Le travail de l’information

7Dans la partie « études de cas », les auteurs s’appuient sur des formes concrètes de désobéissance rencontrées dans trois domaines de l’action publique : l’éducation, l’université et l’hôpital. Ils évoquent le « travail de l’information » comme étant « le fait que la somme des opérations techniques requises pour produire une description statistique d’une activité qui soit utilisable à des fins de contrôle contient en elle-même un mécanisme de dépossession » (p. 96).

8Dans le cas de l’école, « c’est pour s’opposer à l’introduction de la logique de résultat et de la performance dans l’Éducation nationale que des enseignants ont fait de l’organisation des évaluations dans leurs classes le motif de désobéissance civile qu’il est devenu en février 2009, lorsque des enseignants ont refusé de les conduire, en renonçant en même temps à la prime de 400 euros que le ministère offrait pour ce travail supplémentaire » (p. 118).

9Dans le domaine de l’hôpital, les auteurs notent l’usage stratégique qui est fait de la notion de qualité « afin d’accélérer la modification des pratiques dans les établissements publics ». (p. 121). « La mesure de la qualité est une sorte de cheval de Troie de la quantification : puisque les médecins ne peuvent en refuser le principe, ils se retrouvent contraints d’accepter la mise en chiffres de leur activité » (p. 124).

10À l’université, dans un souci croissant de répondre aux besoins du marché, « l’intégration des quantifications aboutit à l’exclusion de l’ordre du calculable – c’est-à-dire du représentable et du formulable – des missions ou les résultats que les techniciens de la mesure sont incapables de chiffrer (comme par exemple les bénéfices de l’éducation pour les citoyens, la valeur attachée à la culture générale ou à l’originalité, le travail accompli pour le plaisir ou de façon gratuite, ou le temps passé à explorer des pistes qui se révèlent fausses) » (p. 138). En dépossédant les enseignants-chercheurs de leur voix, la loi LRU du 10 août 2007 entérine le passage d’un ordre républicain à un ordre gestionnaire (p. 140).

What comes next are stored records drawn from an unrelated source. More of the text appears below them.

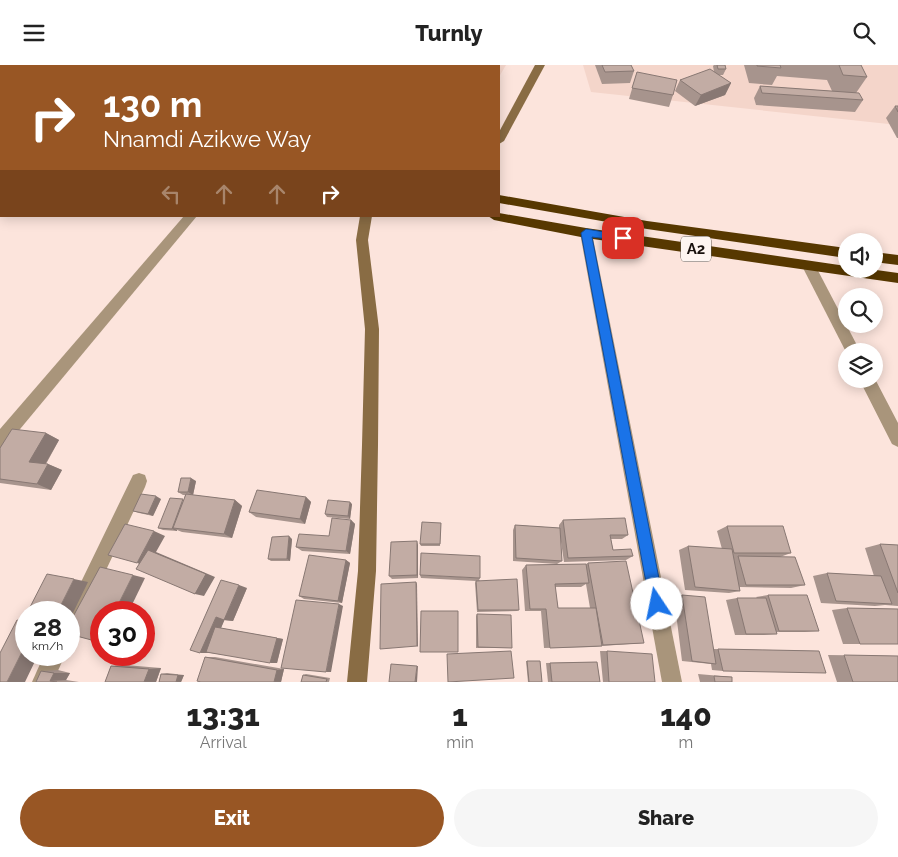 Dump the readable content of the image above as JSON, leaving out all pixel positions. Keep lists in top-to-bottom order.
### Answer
{
  "streets": {
    "highway": ["A2"]
  },
  "page": {
    "header": "Turnly",
    "turn": ["130 m", "Nnamdi Azikwe Way"],
    "speed": "28 km/h",
    "limit": "30",
    "eta": [
      "13:31",
      "Arrival",
      "1",
      "min",
      "140",
      "m"
    ],
    "buttons": ["Exit", "Share"]
  }
}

Une numérisation du politique

11Est ainsi identifiée une évolution de la quête absolue d’intégration des dispositifs statistiques et de transparence qui contribue non seulement à imposer une logique du résultat et de la performance, mais aussi à modifier la conception que se font les citoyens des missions qu’un État doit remplir et des services qu’il doit leur assurer. Et « les actes de désobéissance civile qui fleurissent dans le service public se commettent en réaction à cette démarche, lorsque des individus constatent qu’elle les dépossède de leur métier ou qu’elle se traduit par des dispositions injustes, indignes, néfastes ou contre-productives » (p. 142). Nous serions donc entrés dans une ère nouvelle : « Celle de la numérisation du politique, c’est-à-dire une façon de conduire l’action publique en assujettissant le plus étroitement possible la décision à une information statistique produite à partir de données intégrées et qui, parce qu’elles sont homogénéisées et stockées dans des bases rendues compatibles, peuvent être traitées de façon particulière selon les requêtes et les circonstances, sans limites dans le temps » (p. 145).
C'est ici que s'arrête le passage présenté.